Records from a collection

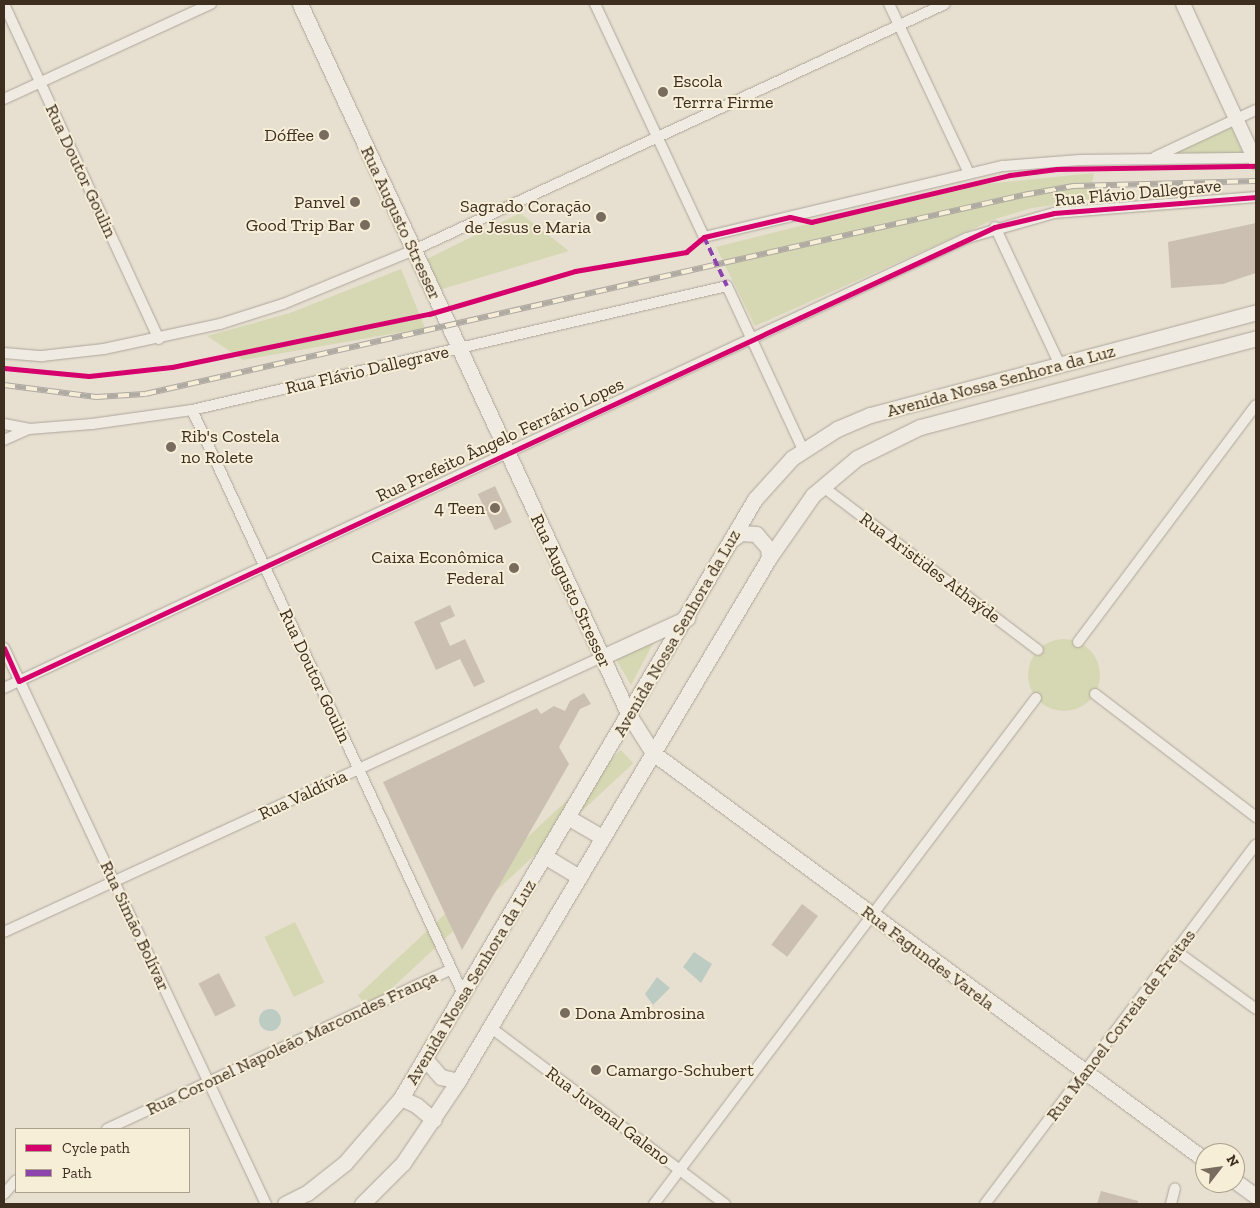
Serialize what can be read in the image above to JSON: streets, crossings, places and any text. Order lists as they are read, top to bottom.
{
  "streets": {
    "main road": ["Rua Augusto Stresser", "Avenida Nossa Senhora da Luz", "Rua Fagundes Varela"],
    "street": [
      "Rua Doutor Goulin",
      "Rua Flávio Dallegrave",
      "Rua Prefeito Ângelo Ferrário Lopes",
      "Rua Aristides Athaýde",
      "Rua Valdívia",
      "Rua Simão Bolívar",
      "Rua Manoel Correia de Freitas",
      "Rua Coronel Napoleão Marcondes França",
      "Rua Juvenal Galeno"
    ]
  },
  "crossings": [
    ["Rua Doutor Goulin", "Rua Flávio Dallegrave"],
    ["Rua Doutor Goulin", "Avenida Nossa Senhora da Luz"],
    ["Rua Doutor Goulin", "Rua Prefeito Ângelo Ferrário Lopes"],
    ["Rua Doutor Goulin", "Rua Valdívia"],
    ["Rua Doutor Goulin", "Rua Coronel Napoleão Marcondes França"],
    ["Rua Flávio Dallegrave", "Rua Augusto Stresser"],
    ["Rua Flávio Dallegrave", "Rua Prefeito Ângelo Ferrário Lopes"],
    ["Rua Augusto Stresser", "Avenida Nossa Senhora da Luz"],
    ["Rua Augusto Stresser", "Rua Prefeito Ângelo Ferrário Lopes"],
    ["Rua Augusto Stresser", "Rua Valdívia"],
    ["Rua Augusto Stresser", "Rua Fagundes Varela"],
    ["Avenida Nossa Senhora da Luz", "Rua Aristides Athaýde"],
    ["Avenida Nossa Senhora da Luz", "Rua Fagundes Varela"],
    ["Avenida Nossa Senhora da Luz", "Rua Juvenal Galeno"],
    ["Rua Prefeito Ângelo Ferrário Lopes", "Rua Simão Bolívar"],
    ["Rua Valdívia", "Rua Simão Bolívar"],
    ["Rua Simão Bolívar", "Rua Coronel Napoleão Marcondes França"],
    ["Rua Fagundes Varela", "Rua Manoel Correia de Freitas"]
  ],
  "places": [
    "Escola Terrra Firme",
    "Dóffee",
    "Panvel",
    "Sagrado Coração de Jesus e Maria",
    "Good Trip Bar",
    "Rib's Costela no Rolete",
    "4 Teen",
    "Caixa Econômica Federal",
    "Dona Ambrosina",
    "Camargo-Schubert"
  ],
  "legend": ["Cycle path", "Path"],
  "north": "top right"
}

What you are asked to do
Every line above in which the word "Manoel" occurs needs to be copied.

Solution below
      "Rua Manoel Correia de Freitas",
    ["Rua Fagundes Varela", "Rua Manoel Correia de Freitas"]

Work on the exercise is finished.